I have a spare one. Brand new, hardened and precision ground. It's 1" x 12" (IIRC) and has center holes for indicating between centers. In addition to everything, this will allow you to align/realign the tailstock or displace it precisely for cutting tapers. You can also use the bar to measure chuck or collet runouts.
I guess $150 including shipping will be fair.
If you just want a ground shaft and don't need the taper, my choice is McMaster Carr....Look under linear shafting, the stuff used with linear bearings.
Comes in various ways...I usually buy the hardened and chromed version. The stuff comes in almost any length and in different diameters depending on your needs....
It is very straight and round right from the store....

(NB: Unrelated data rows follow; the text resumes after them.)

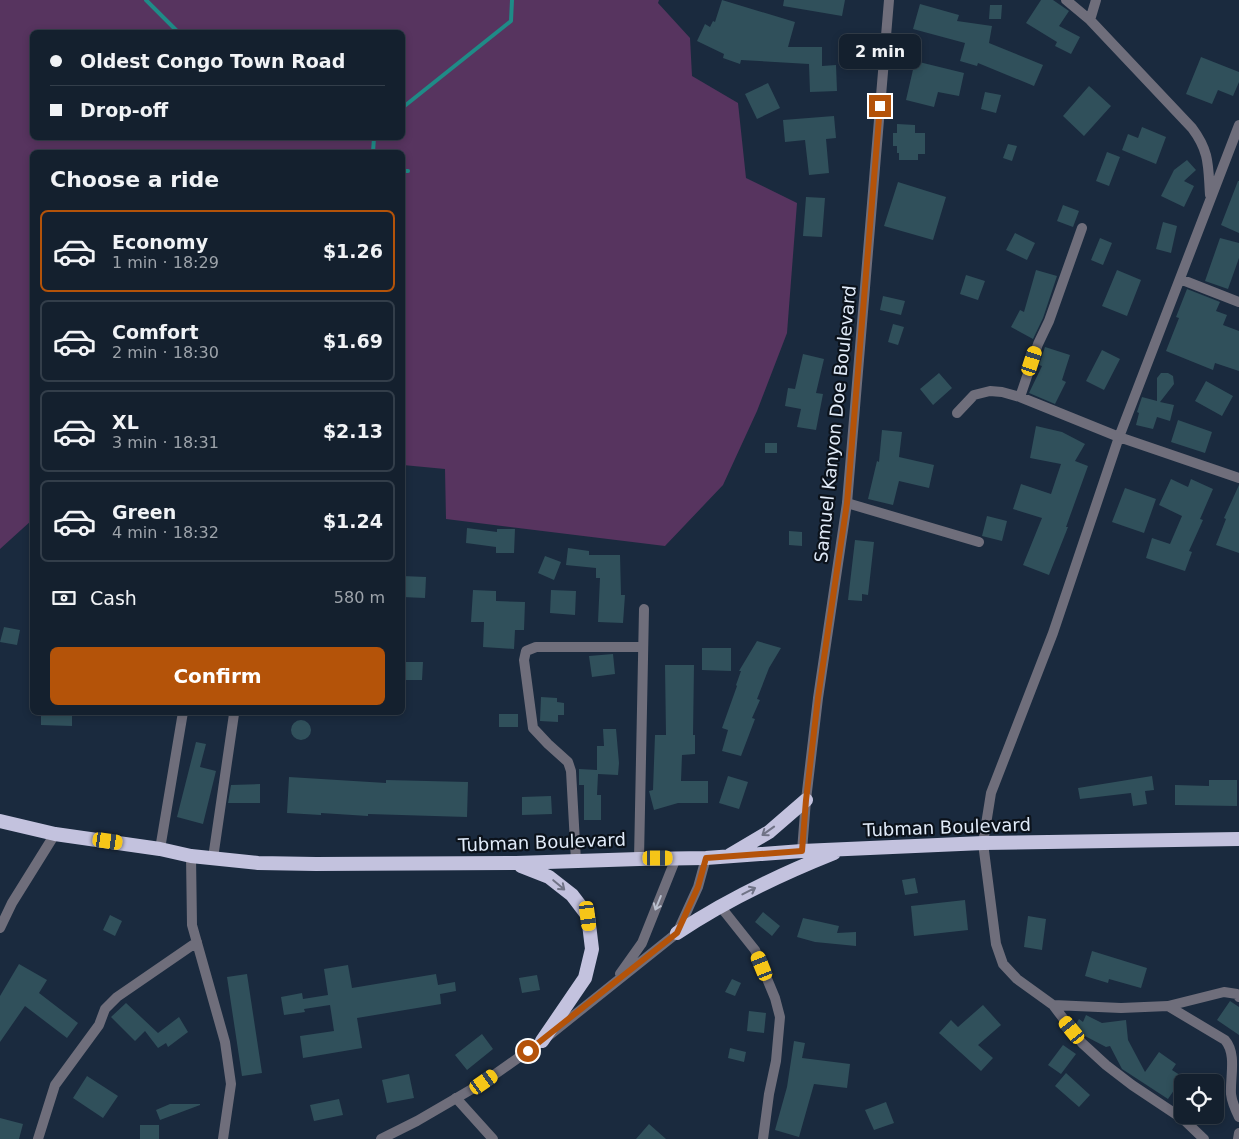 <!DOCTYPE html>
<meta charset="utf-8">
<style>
body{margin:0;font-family:"DejaVu Sans",sans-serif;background:#212d3a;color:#f1f3f6;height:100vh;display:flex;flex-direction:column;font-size:19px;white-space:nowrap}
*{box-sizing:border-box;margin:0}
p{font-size:16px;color:#9da3aa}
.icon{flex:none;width:28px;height:28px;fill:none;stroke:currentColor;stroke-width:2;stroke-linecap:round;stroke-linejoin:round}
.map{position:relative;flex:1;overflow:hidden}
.details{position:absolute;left:30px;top:150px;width:375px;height:565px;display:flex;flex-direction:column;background:#14202e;border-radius:8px;box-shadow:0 2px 8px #0003,0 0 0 1px #333e4a}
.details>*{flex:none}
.guide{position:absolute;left:30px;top:30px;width:375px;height:110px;border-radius:8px;box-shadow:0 2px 8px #0003,0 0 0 1px #333e4a;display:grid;align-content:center;height:110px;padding:0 20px;background:#14202e}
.buttons{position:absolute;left:1174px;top:1074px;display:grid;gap:10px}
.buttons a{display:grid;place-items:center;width:50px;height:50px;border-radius:8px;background:#14202e;box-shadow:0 2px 8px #0003,0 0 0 1px #333e4a;font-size:25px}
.end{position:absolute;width:22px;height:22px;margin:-11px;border:6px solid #b45309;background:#fff;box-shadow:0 0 0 2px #fff}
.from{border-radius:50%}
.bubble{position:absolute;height:35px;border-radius:8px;background:#14202e;box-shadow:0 2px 8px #0003,0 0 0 1px #333e4a;font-size:16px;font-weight:700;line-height:35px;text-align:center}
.car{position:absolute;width:15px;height:30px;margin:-15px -8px;border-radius:6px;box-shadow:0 0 4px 1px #0007;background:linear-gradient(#f5c518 24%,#345 0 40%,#f5c518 0 76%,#345 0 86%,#f5c518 0)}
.guide b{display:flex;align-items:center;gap:18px;height:48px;font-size:19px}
.guide b+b{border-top:1px solid #333e4a}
.guide i{width:12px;height:12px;background:#f1f3f6}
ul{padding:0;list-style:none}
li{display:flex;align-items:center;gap:15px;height:82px;margin:0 10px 8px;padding:0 10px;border:2px solid #333e4a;border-radius:8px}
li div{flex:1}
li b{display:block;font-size:19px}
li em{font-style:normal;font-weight:700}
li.active{border-color:#b45309}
li>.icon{width:45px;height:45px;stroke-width:1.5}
h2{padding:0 20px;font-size:22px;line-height:60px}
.pay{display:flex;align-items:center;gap:12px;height:55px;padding:0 20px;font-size:19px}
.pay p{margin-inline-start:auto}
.cta{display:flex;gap:10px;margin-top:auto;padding:10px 20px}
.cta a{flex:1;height:58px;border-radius:8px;background:#b45309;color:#fff;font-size:20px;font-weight:700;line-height:58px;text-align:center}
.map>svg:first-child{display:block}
.green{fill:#57345f;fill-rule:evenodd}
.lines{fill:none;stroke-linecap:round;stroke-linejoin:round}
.stream{stroke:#1f8b87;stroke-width:4}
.building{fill:#30505b}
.minor{stroke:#6f6e7b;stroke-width:10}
.tertiary{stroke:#6f6e7b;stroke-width:10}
.trunk{stroke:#c3c2de;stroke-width:14}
.oneway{stroke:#707386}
.oneway2{stroke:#b9bfcd}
.route{stroke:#b45309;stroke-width:6}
.labels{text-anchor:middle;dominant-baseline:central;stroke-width:4.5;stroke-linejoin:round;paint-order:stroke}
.street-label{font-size:18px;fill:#e1ebf9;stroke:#0b121b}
</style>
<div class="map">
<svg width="1239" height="1139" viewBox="0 0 1239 1139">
<rect width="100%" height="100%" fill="#1a2a3e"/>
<path class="green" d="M0,0H659L658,3L690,38L692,76L738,103L746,178L797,203L787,333L757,411L723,485L665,546L446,519L445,469L403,465L402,152H32V520L0,549ZM32,32H402V138H32Z"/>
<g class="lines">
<path class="stream" d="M146,0L177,31
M402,108L511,21L512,0
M373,152L374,138
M402,171H408"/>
</g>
<path class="building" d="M722,0L795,22L788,47H822V66L836,65L837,91L810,92L809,64L741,60L740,64L723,58L724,54L697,41L705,24L710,27L713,21L715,22Z
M784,0H845L842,16L783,6Z
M1041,0H1053L1069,11L1059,26L1080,37L1071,54L1055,46L1057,42L1026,23Z
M920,4L959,15L957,21L992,26L989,43L1043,65L1034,86L978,63L977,66L960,61L965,43L913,29Z
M990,5H1002L1001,19H989Z
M1201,57L1239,72V82L1233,96L1218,90L1212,104L1186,94Z
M915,61L964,73L959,96L938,92L934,107L906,100Z
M768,83L780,108L757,119L745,94Z
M1089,86L1111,106L1084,136L1063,116Z
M985,92L1001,95L996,113L981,109Z
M834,116L836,138L826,139L829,173L809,175L805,140L785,142L783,120Z
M897,124L915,125V133H925V154H918V160H899V153H897V146H893V133H897Z
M1142,127L1166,137L1156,164L1122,150L1128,134L1138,138Z
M1008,144L1017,146L1012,161L1003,158Z
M1107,152L1120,157L1109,186L1096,181Z
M1187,160L1196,170L1184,181L1194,186L1184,207L1161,196L1174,170Z
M1238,181H1239V233L1221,225Z
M898,182L946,197L933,240L884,226Z
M806,197L825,198L822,237L803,236Z
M1063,205L1079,211L1073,227L1057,221Z
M1163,222L1177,226L1171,253L1156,249Z
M1015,233L1035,243L1027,260L1006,250Z
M1100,238L1112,243L1103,265L1091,260Z
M1220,238L1239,243V258L1228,289L1205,281Z
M1036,270L1057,276L1043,318L1033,339L1011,327L1020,310L1024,312Z
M1117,270L1141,280L1127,316L1102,306Z
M966,275L985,281L978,300L960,294Z
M1187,289L1220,302L1216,311L1227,315L1223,325L1239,331V371L1215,363L1213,370L1166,351L1179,318L1176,317Z
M883,296L905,301L901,315L880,310Z
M893,324L904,327L898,345L888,342Z
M1045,347L1070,355L1062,380L1066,382L1055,404L1029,393L1042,366L1039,365Z
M1102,350L1120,359L1104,390L1086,381Z
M803,354L824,359L816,393L823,394L816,430L797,427L801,409L785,406L788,388L795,389Z
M939,373L952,388L933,405L920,389Z
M1161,373H1168L1173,376L1174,384L1160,402L1174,405L1170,421L1157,417L1153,429L1136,425L1139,413L1137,412L1142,397L1157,401V378Z
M1206,381L1233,396L1222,416L1195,401Z
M1178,420L1212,432L1205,453L1171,442Z
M1036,426L1062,432L1085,444L1075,461L1088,466L1066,527H1068L1049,575L1023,565L1042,518L1013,509L1021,484L1051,494L1061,464L1030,458Z
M882,430L902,432L899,457L934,465L929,488L899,481L893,505L868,499L877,461L879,462Z
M765,443H777V453H765Z
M1171,479L1188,487L1191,479L1213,489L1200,519L1203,520L1189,551L1192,552L1185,571L1146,558L1152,538L1170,544L1182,516L1159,505Z
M1239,485V553L1216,545L1226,519L1224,518Z
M1125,488L1156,499L1144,533L1112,522Z
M987,516L1007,521L1002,541L982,536Z
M467,528L497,532V529H515L514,553H496V547L466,543Z
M789,531L802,532V546L789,545Z
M855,540L874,542L868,595L862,594V601L848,600Z
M568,548L589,551V555H620L621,595H625L623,623L598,622L600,578H596V568L566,565Z
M545,556L561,562L554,580L538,573Z
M402,576L426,577L425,598L402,597Z
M473,590L496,591V601L525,602L524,630H515L514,649L483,647L484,622H471Z
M551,590L576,591L575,615L550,613Z
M4,627L20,630L17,645L0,642Z
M757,641L781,648L769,668L757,699L760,700L752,718L755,719L741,756L722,751L728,730L722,728L737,686L736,685L741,671H739Z
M702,648H731V671L702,670Z
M613,654L615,674L592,677L589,656Z
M402,662H423L422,680H402Z
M665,665H694L693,735H695V754L682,755L681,781H708V803H678L654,810L649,791L653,790L655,735H666Z
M541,697L557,698V702L564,703V715H558V722L540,721Z
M41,712H72V726L41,725Z
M499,714H518V727H499Z
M291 730a10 10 0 1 1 20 0a10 10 0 1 1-20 0Z
M603,729H616L619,763L618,775L598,774L597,795H601V820H584V785H579V769L597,770V746H604Z
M196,742L206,744L200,767L216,771L203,824L177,817Z
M728,776L748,782L739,809L719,803Z
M1152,776L1154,790L1145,791L1147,804L1133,806L1131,793L1080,799L1078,788Z
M289,777L386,783V780L468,782L467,817L368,814V816L321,813V815L287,813Z
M1209,780H1237V806L1175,805V785L1209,786Z
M260,784V803H228L231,785Z
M551,796L552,814L522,815V797Z
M915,878L918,893L905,895L902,880Z
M965,900L968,930L914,936L911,906Z
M763,912L780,926L772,936L755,922Z
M110,915L122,921L115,936L103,930Z
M1028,916L1046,919L1042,950L1024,947Z
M803,918L839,926L837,933L856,932V946L815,942L797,937Z
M1092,951L1147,968L1141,988L1109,979L1108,983L1085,976Z
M19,964L47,980L39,993L78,1023L67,1038L25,1006L0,1042V996Z
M348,965L352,988L436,974L438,985L455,982L456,991L440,994L441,1004L357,1018L362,1048L303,1058L300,1036L334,1031L330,1005L304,1009L305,1012L284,1015L281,997L302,993L303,999L328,995L324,969Z
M247,974L262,1073L242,1076L227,977Z
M537,975L540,990L522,993L519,978Z
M732,979L741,983L735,996L725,992Z
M1230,1001L1239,1007V1035L1217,1020Z
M126,1003L158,1033L179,1017L188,1032L168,1047L166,1043L158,1048L145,1031L135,1041L111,1017Z
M983,1005L1001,1025L978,1045L993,1058L981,1071L939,1033L951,1020L958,1027Z
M749,1011L766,1013L764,1033L747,1031Z
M1086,1015L1102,1023L1126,1020L1128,1040L1145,1072L1159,1052L1176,1064L1172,1070L1183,1077L1168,1099L1122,1069L1110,1046L1106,1047L1085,1036L1076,1024L1079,1019L1083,1022Z
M482,1034L493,1049L467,1070L455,1055Z
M794,1041L805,1043L802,1058L850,1064L847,1088L814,1084L799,1137L775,1130L787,1087Z
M1063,1045L1076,1054L1061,1074L1048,1065Z
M730,1048L746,1052L744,1062L728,1058Z
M1066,1073L1090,1095L1079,1107L1055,1086Z
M409,1074L414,1098L387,1103L382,1080Z
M87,1076L118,1096L103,1118L73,1098Z
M339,1099L343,1115L314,1121L310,1105Z
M886,1102L894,1123L874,1130L865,1110Z
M170,1104H200V1105L160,1120L156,1110Z
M0,1118L23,1124L19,1139H0Z
M649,1124L666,1139H636Z
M140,1125H159V1139H140Z"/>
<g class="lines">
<path class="minor" d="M1066,0L1090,20L1192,128C1210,152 1208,166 1210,195
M1090,20L1096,0
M1239,125L1119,437L1053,633L991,793L983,843L996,944L1003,964L1017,979L1053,1005L1121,1008L1168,1006L1224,992L1237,994L1239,997
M1180,279L1239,302
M1020,397L1038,344L1049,321L1082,228
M957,413L974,395L990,391L1002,392L1020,397L1119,437L1239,478
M847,503L979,542
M160,849L183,712
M191,856L192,925L225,1042L231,1084L223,1139
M213,858L234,714
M639,859L644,609
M576,861L571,771L568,762L548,744L533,728L524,660L526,651L536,647H643
M720,906L755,950L775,998L780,1017L776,1061L769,1094L763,1139
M0,928L12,903L55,834
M1053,1005L1082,1043L1106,1065L1132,1085L1183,1119L1204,1139
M1168,1006L1225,1040C1237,1054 1230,1077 1231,1094C1232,1103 1235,1109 1239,1117
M456,1098L493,1139
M38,1139L55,1085L99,1025L105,1009L117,997L197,942
M1238,1139L1239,1133"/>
<path class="tertiary" d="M802,851L806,800L818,698L847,503L889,0
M620,974L642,943L676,858
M381,1139L417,1121L484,1082L542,1041L677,933L698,887L706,858"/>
<path class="trunk" d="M0,821L55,834L160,849L191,856L258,863L316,864L516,863L639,859L706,858L802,851L983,843L1239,839
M730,855L769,832L806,800
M521,866L549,877L572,895L588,916L592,949L585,978L542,1041
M677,933C726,900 779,875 834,853"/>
</g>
<defs><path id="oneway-shaft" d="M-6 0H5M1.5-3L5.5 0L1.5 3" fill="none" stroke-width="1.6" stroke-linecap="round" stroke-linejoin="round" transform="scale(1.25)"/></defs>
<g class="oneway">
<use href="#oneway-shaft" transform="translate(768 831) rotate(144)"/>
<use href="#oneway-shaft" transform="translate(559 885) rotate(40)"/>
<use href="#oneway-shaft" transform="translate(749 891) rotate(-27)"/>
</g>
<use class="oneway2" href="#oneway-shaft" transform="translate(658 903) rotate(112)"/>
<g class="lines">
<path class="route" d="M528,1051L677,933L698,887L706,858L802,851L806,800L818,698L847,503L880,106"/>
</g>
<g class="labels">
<g class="street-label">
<text transform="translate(835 424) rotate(-84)">Samuel Kanyon Doe Boulevard</text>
<text transform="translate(947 827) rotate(-2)">Tubman Boulevard</text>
<text transform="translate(542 842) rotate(-2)">Tubman Boulevard</text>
</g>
</g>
</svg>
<div class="buttons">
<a><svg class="icon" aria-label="locate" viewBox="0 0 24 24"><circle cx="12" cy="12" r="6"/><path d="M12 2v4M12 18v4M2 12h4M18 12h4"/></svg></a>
</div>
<i class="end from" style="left:528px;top:1051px"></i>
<i class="end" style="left:880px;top:106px"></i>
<div class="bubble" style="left:839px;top:34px;width:82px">2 min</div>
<i class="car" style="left:1032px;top:361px;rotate:18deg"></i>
<i class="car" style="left:108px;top:841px;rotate:98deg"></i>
<i class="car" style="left:658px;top:858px;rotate:90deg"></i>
<i class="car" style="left:588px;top:916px;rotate:173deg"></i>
<i class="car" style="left:762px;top:966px;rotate:338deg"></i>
<i class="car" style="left:1072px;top:1030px;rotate:321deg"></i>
<i class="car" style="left:484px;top:1082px;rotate:55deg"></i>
<div class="guide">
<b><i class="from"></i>Oldest Congo Town Road</b>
<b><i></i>Drop-off</b>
</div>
<section class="details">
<h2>Choose a ride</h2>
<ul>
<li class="active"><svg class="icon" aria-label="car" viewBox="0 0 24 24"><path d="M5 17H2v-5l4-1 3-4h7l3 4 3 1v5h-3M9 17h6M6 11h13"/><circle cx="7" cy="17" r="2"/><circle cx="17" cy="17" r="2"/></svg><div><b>Economy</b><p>1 min · 18:29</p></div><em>$1.26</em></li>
<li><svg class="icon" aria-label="car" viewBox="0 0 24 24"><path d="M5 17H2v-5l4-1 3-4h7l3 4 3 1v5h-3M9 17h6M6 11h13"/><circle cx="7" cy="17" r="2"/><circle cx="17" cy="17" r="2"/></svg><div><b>Comfort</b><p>2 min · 18:30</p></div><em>$1.69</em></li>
<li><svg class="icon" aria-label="car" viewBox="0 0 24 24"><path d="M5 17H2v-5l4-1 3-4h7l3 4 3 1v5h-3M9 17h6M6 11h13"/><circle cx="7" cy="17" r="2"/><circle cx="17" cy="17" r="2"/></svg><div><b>XL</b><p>3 min · 18:31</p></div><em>$2.13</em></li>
<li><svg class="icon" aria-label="car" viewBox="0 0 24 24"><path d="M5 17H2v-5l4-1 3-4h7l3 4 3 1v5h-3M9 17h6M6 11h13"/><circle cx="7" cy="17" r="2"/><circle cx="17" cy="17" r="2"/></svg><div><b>Green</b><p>4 min · 18:32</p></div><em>$1.24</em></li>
</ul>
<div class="pay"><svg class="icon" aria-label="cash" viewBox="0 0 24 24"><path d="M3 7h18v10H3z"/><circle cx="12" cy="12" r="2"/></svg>Cash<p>580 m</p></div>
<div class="cta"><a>Confirm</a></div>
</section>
</div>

When setting up a lathe. The first step is the level and straight bed. The second step is checking headstock/ spindle alignment with the bed. Using a chuck of any description adds an unacceptabe variable. That is why the test bar must use the spindle cone.
The second step is checking headstock/ spindle alignment with the bed. Using a chuck of any description adds an unacceptabe variable. That is why the test bar must use the spindle cone.
Sorry, but if you're simply checking the spindle axis alignment with the carriage travel then any chuck that reasonably centers a round bar will do. All you're doing is to get the position of the bar relative to the indicator by averaging the high and low indicator reading by rotating the chuck. You want to do that even with a taper mounted test bar just in case there's some crap pushing the bar a little off axis.
But neither checks the alignment with the bed - it checks alignment with the path the carriage follows on the bed. On a new lathe with a well fitting carriage that should be the same as the bed, but with a worn lathe with a roller coaster bed it isn't, and that's where the fun comes in.